For starters, not many may know that Rollatainers, one of the country's largest packaging companies based out of Haryana, has just picked up Barista, the country's second-largest cafe chain with 190 retail outlets across India, UAE, Sri Lanka, Nepal, Bangladesh and Myanmar. The lock-stock-and-barrel acquisition, which includes Barista's central commissary, 65,00-litres-a-month ice-cream plant and four warehouses in Gurgaon, Mumbai, Bangalore and Kolkata, was made by Carnation Hospitality, a Rolltainers subsidiary powering the company's foray into the hospitality sector.
Saurabh Khanijo, who's behind the successful
Kylin brand of restaurants, is the man to look out
for as Rollatainers, a Haryana-based packaging
company, prepares to launch Wendy's and
Jamie's Kitchen in India in 2015.
The subsidiary, according to VCCircle.com, quoting a stock market disclosure made by Rolltainers, one of the country's leading manufacturers of printed and lined cartons, has also "entered into separate business purchase agreements with Welgrow Hotel Concepts and Mapple Hospitality to operate their brands". The firm, according to the authoritative M&A news website, did not say if it has acquired the brands owned by the firm or picked up stake in the two companies.
Started by poultry farmer-turned-travel agency operator-turned-restaurateur Saurabh Khanijo, Welgrow Hotel Concepts runs a chain of eateries across formats under the Kylin brand as well as the high-end Italian restaurant, Sartoria. Mapple Hospitality, launched in November 2009, runs a chain of budget hotels in Delhi/NCR and a host of business and leisure destinations, and operates the luxury train, The Golden Chariot, in Karnataka and Goa.

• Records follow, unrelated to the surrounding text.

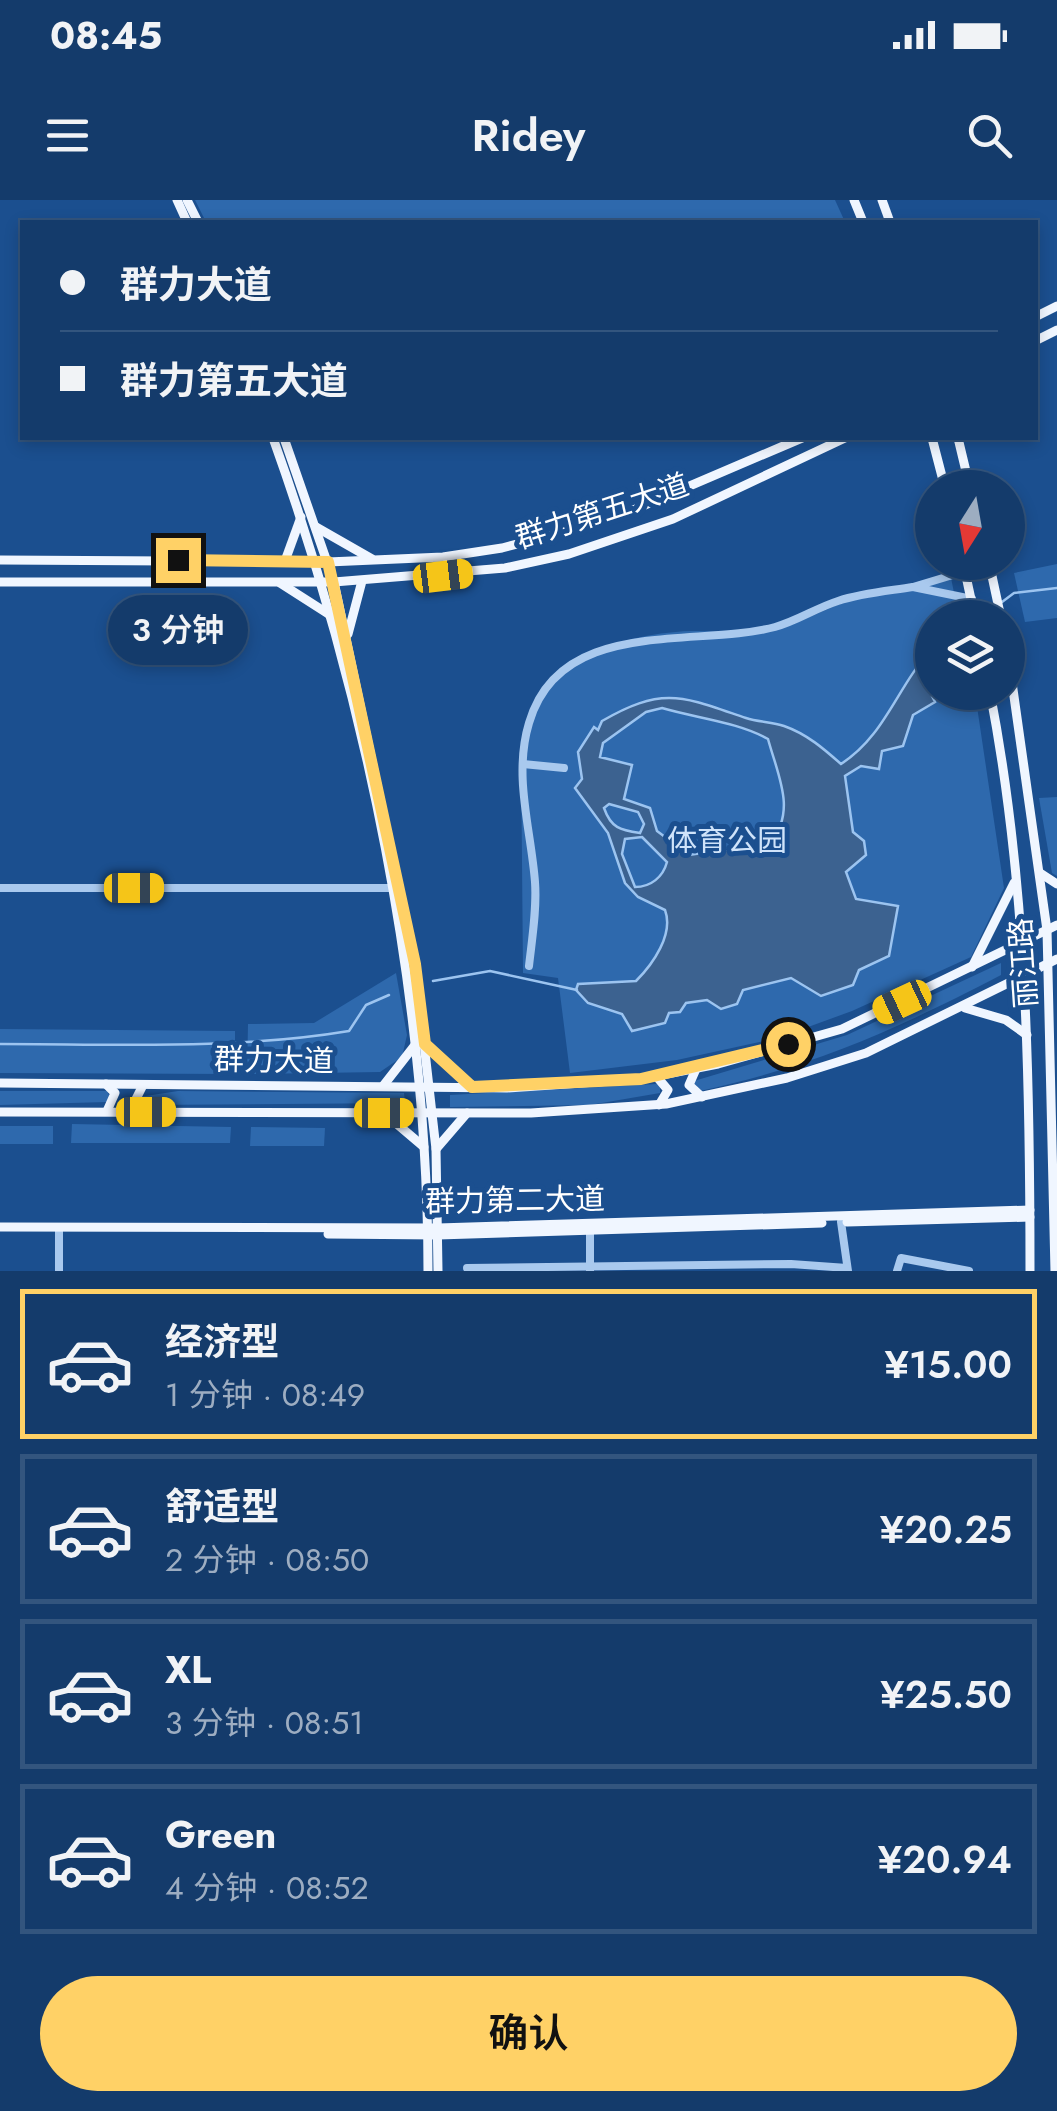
<!DOCTYPE html>
<html lang="zh">
<meta charset="utf-8">
<style>
:root{--surface:#143b6b;--page:#214673;--text:#f1f3f6;--muted:#9dadc1;--line:#33557e;--accent:#ffd166}
body{margin:0;font-family:Jost,"Noto Sans SC",sans-serif;background:var(--page);color:var(--text);height:100vh;display:flex;flex-direction:column;font-size:38px;white-space:nowrap}
*{box-sizing:border-box;margin:0}
p{font-size:32px;color:var(--muted)}
.icon{flex:none;width:55px;height:55px;fill:none;stroke:currentColor;stroke-width:2;stroke-linecap:round;stroke-linejoin:round}
.map{position:relative;height:1071px;overflow:hidden}
.sheet{display:flex;flex-direction:column;background:var(--surface);flex:1}
.sheet>*{flex:none}
.hud{position:absolute;left:20px;top:20px;width:1018px;height:220px;border-radius:0px;box-shadow:0 5px 15px #0003,0 0 0 2px var(--line);display:grid;align-content:center;height:220px;padding:0 40px;background:var(--surface)}
.needle{width:65px;rotate:191deg}
.fabs{position:absolute;left:915px;top:270px;display:grid;gap:20px}
.fabs a{display:grid;place-items:center;width:110px;height:110px;border-radius:50%;background:var(--surface);box-shadow:0 5px 15px #0003,0 0 0 2px var(--line);font-size:50px}
.end{position:absolute;width:45px;height:45px;margin:-22px;border:12px solid #ffd166;background:#111;box-shadow:0 0 0 5px #111}
.from{border-radius:50%}
.bubble{position:absolute;height:70px;border-radius:35px;background:var(--surface);box-shadow:0 5px 15px #0003,0 0 0 2px var(--line);font-size:32px;font-weight:600;line-height:70px;text-align:center}
.car{position:absolute;width:30px;height:60px;margin:-30px -15px;border-radius:12px;box-shadow:0 0 8px 2px #0007;background:linear-gradient(#f5c518 24%,#345 0 40%,#f5c518 0 76%,#345 0 86%,#f5c518 0)}
.hud b{display:flex;align-items:center;gap:35px;height:95px;font-size:38px}
.hud b+b{border-top:2px solid var(--line)}
.hud i{width:25px;height:25px;background:var(--text)}
ul{padding:18px 0 0;list-style:none}
li{display:flex;align-items:center;gap:30px;height:150px;margin:0 20px 15px;padding:0 20px;border:5px solid var(--line);border-radius:0px}
li div{flex:1}
li b{display:block;font-size:38px}
li em{font-style:normal;font-weight:600}
li.on{border-color:var(--accent)}
li>.icon{width:90px;height:90px;stroke-width:1.5}
.primary-button{display:flex;gap:20px;margin-top:auto;padding:20px 40px}
.primary-button a{flex:1;height:115px;border-radius:60px;background:var(--accent);color:#111;font-size:40px;font-weight:600;line-height:115px;text-align:center}
.status{display:flex;justify-content:space-between;align-items:center;height:70px;padding:0 50px;background:var(--surface);direction:ltr}
.status svg{height:28px;fill:currentColor}
header{display:flex;justify-content:space-between;align-items:center;height:130px;padding:0 40px;background:var(--surface);font-size:45px;font-weight:600}
.map>svg:first-child{display:block}
.green{fill:#2e69ad}
.water{fill:#3c6290;stroke:#9cc4f0;stroke-width:2.5;fill-rule:evenodd}
.lines{fill:none;stroke-linecap:round;stroke-linejoin:round}
.stream{stroke:#9cc4f0;stroke-width:2.5}
.minor{stroke:#a9c9ee;stroke-width:8}
.major{stroke:#f0f6ff;stroke-width:9}
.route{stroke:#ffd166;stroke-width:12}
.labels{text-anchor:middle;dominant-baseline:central;stroke-width:10;stroke-linejoin:round;paint-order:stroke}
.street-label{font-size:30px;fill:#fff;stroke:#1b4f8f}
.park-label{font-size:30px;fill:#cfe3fa;stroke:#1b4f8f}
</style>
<div class="status"><b>08:45</b><svg viewBox="0 0 49 12"><path d="M0 12V9h3v3zM5 12V6h3v6zM10 12V3h3v9zM15 12V0h3v12zM26 1h20v11H26zM47 4h2v5h-2z"/></svg></div>
<header><svg class="icon" aria-label="menu" viewBox="0 0 24 24"><path d="M4 6h16M4 12h16M4 18h16"/></svg>Ridey<svg class="icon" aria-label="search" viewBox="0 0 24 24"><circle cx="10" cy="10" r="6"/><path d="M15 15l6 6"/></svg></header>
<div class="map">
<svg width="1057" height="1071" viewBox="0 0 1057 1071">
<rect width="100%" height="100%" fill="#1b4f8f"/>
<g class="green">
<polygon points="195,0 835,0 845,22 206,22"/>
<polygon points="1057,364 1057,418 1025,422 1014,373"/>
<path d="M 950,373 L 959,417 L 932,418 L 932,492 L 975,493 L 1004,688 L 971,757 L 852,811 L 778,838 L 677,860 L 570,873 L 558,778 L 523,773 L 521,552 C 532,466 610,434 691,431 C 720,430 745,436 774,430 C 799,424 822,410 846,402 C 880,391 915,383 950,373 Z"/>
<polygon points="1057,597 1057,676 1052,673 1039,598"/>
<path d="M 1001,763 L 1001,775 C 895,830 818,865 700,891 L 694,887 L 694,881 L 847,835 Z"/>
<polygon points="396,773 407,835 402,857 380,872 247,874 248,824 314,823"/>
<polygon points="0,829 235,831 235,874 0,873"/>
<polygon points="656,884 660,885 660,893 590,905 450,907 450,895"/>
<polygon points="0,891 107,891 110,897 107,902 0,905"/>
<polygon points="178,891 404,893 405,903 142,905 139,897"/>
<polygon points="72,924 231,927 230,943 71,943"/>
<rect x="0" y="926" width="53" height="18"/>
<polygon points="251,927 325,928 324,946 250,946"/>
</g>
<path class="water" d="M 932,449 L 928,488 L 935,502 L 913,515 L 903,546 L 882,551 L 879,569 L 861,566 L 845,576 L 853,632 L 864,641 L 866,655 L 846,672 L 856,699 L 898,706 L 889,756 L 859,770 L 853,785 L 821,796 L 791,778 L 743,790 L 737,804 L 721,809 L 707,800 L 686,803 L 680,812 L 669,813 L 665,823 L 632,831 L 622,814 L 588,803 L 576,790 L 578,784 L 636,781 C 653,764 674,734 665,710 L 638,697 L 625,683 L 608,633 L 575,588 L 582,579 L 578,552 L 594,527 L 598,530 L 602,521 C 664,485 684,497 746,518 C 758,522 772,522 784,526 C 807,534 824,549 841,564 C 886,535 897,486 932,449 ZM 662,508 C 696,518 738,522 768,539 C 778,576 797,611 770,643 L 689,655 L 657,631 L 650,608 L 624,599 L 632,565 L 600,557 L 603,543 L 646,512 ZM 609,604 L 638,612 L 644,624 L 640,633 C 620,630 611,628 604,608 ZM 642,637 L 667,662 C 663,677 651,687 635,687 L 622,654 L 625,639 Z"/>
<g class="lines">
<g class="stream">
<polyline points="1002,402 1014,393 1057,388"/>
<polyline points="981,418 996,406"/>
<polyline points="433,781 490,771 577,790"/>
<path d="M 0,844 C 115,844 235,850 349,831 L 366,805 L 389,795"/>
</g>
<g class="minor">
<polyline points="966,371 913,387 972,399"/>
<polyline points="523,564 564,568"/>
<polyline points="0,688 395,688"/>
<path d="M 529,766 C 532,739 537,709 535,682 C 531,629 513,576 529,523 C 560,416 695,448 775,427 C 797,421 816,408 838,401 C 862,393 888,391 913,387"/>
<polyline points="841,1022 848,1071"/>
<polyline points="59,1030 59,1071"/>
<polyline points="590,1030 590,1071"/>
<polyline points="467,1068 791,1064 847,1068"/>
<polyline points="897,1071 901,1058 969,1071"/>
</g>
<g class="major">
<polyline points="177,0 187,22"/>
<polyline points="187,0 198,22"/>
<polyline points="854,0 863,22"/>
<polyline points="882,0 890,22"/>
<polyline points="1035,117 1057,106"/>
<polyline points="1035,141 1057,130"/>
<path d="M 273,238 C 366,497 428,795 428,1071"/>
<polyline points="284,238 334,382 415,764 436,949 438,1071"/>
<polyline points="932,238 945,288"/>
<polyline points="958,238 970,288"/>
<polyline points="316,327 372,359"/>
<polyline points="0,360 328,362 443,357 502,348 610,320 802,238"/>
<polyline points="285,361 301,317"/>
<polyline points="963,362 975,418"/>
<polyline points="989,362 1001,418"/>
<polyline points="0,382 334,382 505,368 569,354 673,319 845,238"/>
<polyline points="280,383 330,415"/>
<polyline points="348,434 362,381"/>
<polyline points="1008,454 1047,730 1055,1071"/>
<path d="M 990,492 C 1027,683 1030,878 1030,1071"/>
<polyline points="1040,673 1057,684"/>
<polyline points="972,767 1014,683"/>
<polyline points="965,808 1006,820 1027,835"/>
<polyline points="426,845 472,887"/>
<polyline points="696,869 689,885 702,897"/>
<polyline points="657,877 668,890 659,905"/>
<polyline points="0,883 507,888 641,879 718,864 842,829 1057,725"/>
<polyline points="106,884 115,893 107,911"/>
<polyline points="143,885 135,901 145,911"/>
<polyline points="383,886 415,845"/>
<polyline points="0,912 531,913 666,904 787,878 866,853 1057,759"/>
<polyline points="384,913 424,947"/>
<polyline points="436,949 467,913"/>
<polyline points="847,1022 1030,1017"/>
<polyline points="0,1027 438,1028 1030,1010"/>
<polyline points="328,1034 438,1035 822,1023"/>
</g>
</g>
<g class="lines">
<polyline class="route" points="178,360 328,362 415,764 425,844 472,887 641,879 788,844"/>
</g>
<g class="labels">
<g class="street-label">
<text transform="translate(602 311) rotate(-18)">群力第五大道</text>
<text transform="translate(1023 763) rotate(-94)">丽江路</text>
<text transform="translate(274 860) rotate(1)">群力大道</text>
<text transform="translate(515 1000) rotate(-1)">群力第二大道</text>
</g>
<g class="park-label">
<text x="727" y="640">体育公园</text>
</g>
</g>
</svg>
<div class="fabs">
<a><svg class="needle" viewBox="-14 -14 28 28"><path d="M0-13l5 13h-10z" fill="#e53935"/><path d="M0 13l5-13h-10z" fill="#9dadc1"/></svg></a>
<a><svg class="icon" aria-label="layers" viewBox="0 0 24 24"><path d="M12 4l9 5-9 5-9-5zM3 14l9 5 9-5"/></svg></a>
</div>
<i class="end from" style="left:788px;top:844px"></i>
<i class="end" style="left:178px;top:360px"></i>
<div class="bubble" style="left:108px;top:395px;width:140px">3 分钟</div>
<i class="car" style="left:443px;top:376px;rotate:83deg"></i>
<i class="car" style="left:134px;top:688px;rotate:90deg"></i>
<i class="car" style="left:902px;top:802px;rotate:245deg"></i>
<i class="car" style="left:146px;top:912px;rotate:90deg"></i>
<i class="car" style="left:384px;top:913px;rotate:90deg"></i>
<div class="hud">
<b><i class="from"></i>群力大道</b>
<b><i></i>群力第五大道</b>
</div>
</div>
<section class="sheet">
<ul>
<li class="on"><svg class="icon" aria-label="car" viewBox="0 0 24 24"><path d="M5 17H2v-5l4-1 3-4h7l3 4 3 1v5h-3M9 17h6M6 11h13"/><circle cx="7" cy="17" r="2"/><circle cx="17" cy="17" r="2"/></svg><div><b>经济型</b><p>1 分钟 · 08:49</p></div><em>¥15.00</em></li>
<li><svg class="icon" aria-label="car" viewBox="0 0 24 24"><path d="M5 17H2v-5l4-1 3-4h7l3 4 3 1v5h-3M9 17h6M6 11h13"/><circle cx="7" cy="17" r="2"/><circle cx="17" cy="17" r="2"/></svg><div><b>舒适型</b><p>2 分钟 · 08:50</p></div><em>¥20.25</em></li>
<li><svg class="icon" aria-label="car" viewBox="0 0 24 24"><path d="M5 17H2v-5l4-1 3-4h7l3 4 3 1v5h-3M9 17h6M6 11h13"/><circle cx="7" cy="17" r="2"/><circle cx="17" cy="17" r="2"/></svg><div><b>XL</b><p>3 分钟 · 08:51</p></div><em>¥25.50</em></li>
<li><svg class="icon" aria-label="car" viewBox="0 0 24 24"><path d="M5 17H2v-5l4-1 3-4h7l3 4 3 1v5h-3M9 17h6M6 11h13"/><circle cx="7" cy="17" r="2"/><circle cx="17" cy="17" r="2"/></svg><div><b>Green</b><p>4 分钟 · 08:52</p></div><em>¥20.94</em></li>
</ul>
<div class="primary-button"><a>确认</a></div>
</section>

The only connection that the publicly listed Rollatainers has had thus far with the food and beverage sector is that some of its major players are clients for the cartons rolled out by the company. These big brands include Amul, Bacardi, Britannia and Haldirams. And of course, it launched its business in 1970 by producing lined cartons for Brooke Bond. Very little is known about its partner in these big-ticket acquisitions, International Market Management (www.immassociate.com), except that it focuses on emerging markets and its Chief Executive, Jasper Reid, was behind bringing PizzaExpress to India.
It is Reid who has been behind the other major Rollatainers initiative, carried out under a Carnation Hospitality subsidiary named Dolomite Restaurants Pvt. Ltd., to bring Jamie's Kitchen first to New Delhi in 2015 and eventually take it to different parts of India. The celebrity chef behind Jamie's Kitchen, Jamie Oliver, has been quoted by M&C Report, as saying, "We have known our Indian partners for over two years now and I'm thrilled to be teaming up with them to bring the Jamie's Italian experience to the wonderful people of Delhi." Nice-sounding PR lines, but indicative, nonetheless, of the amount of due diligence that has gone into the deal.
Sanjay Chhabra is the name that appears in press statements on all these deals. This Delhi/NCR-based businessman, a mechanical engineer by training with an MBA in Marketing, is a director of Rollatainers and also the independent non-executive chairman of the board of Amtek India Ltd, a leading iron casting company in the business of manufacturing automotive parts. And as we had reported earlier, in the Jamie's Kitchen initiative, Welgrow's Khanijo is the go-to man for Chhabra, who's still wetting his feet in the food and beverage business.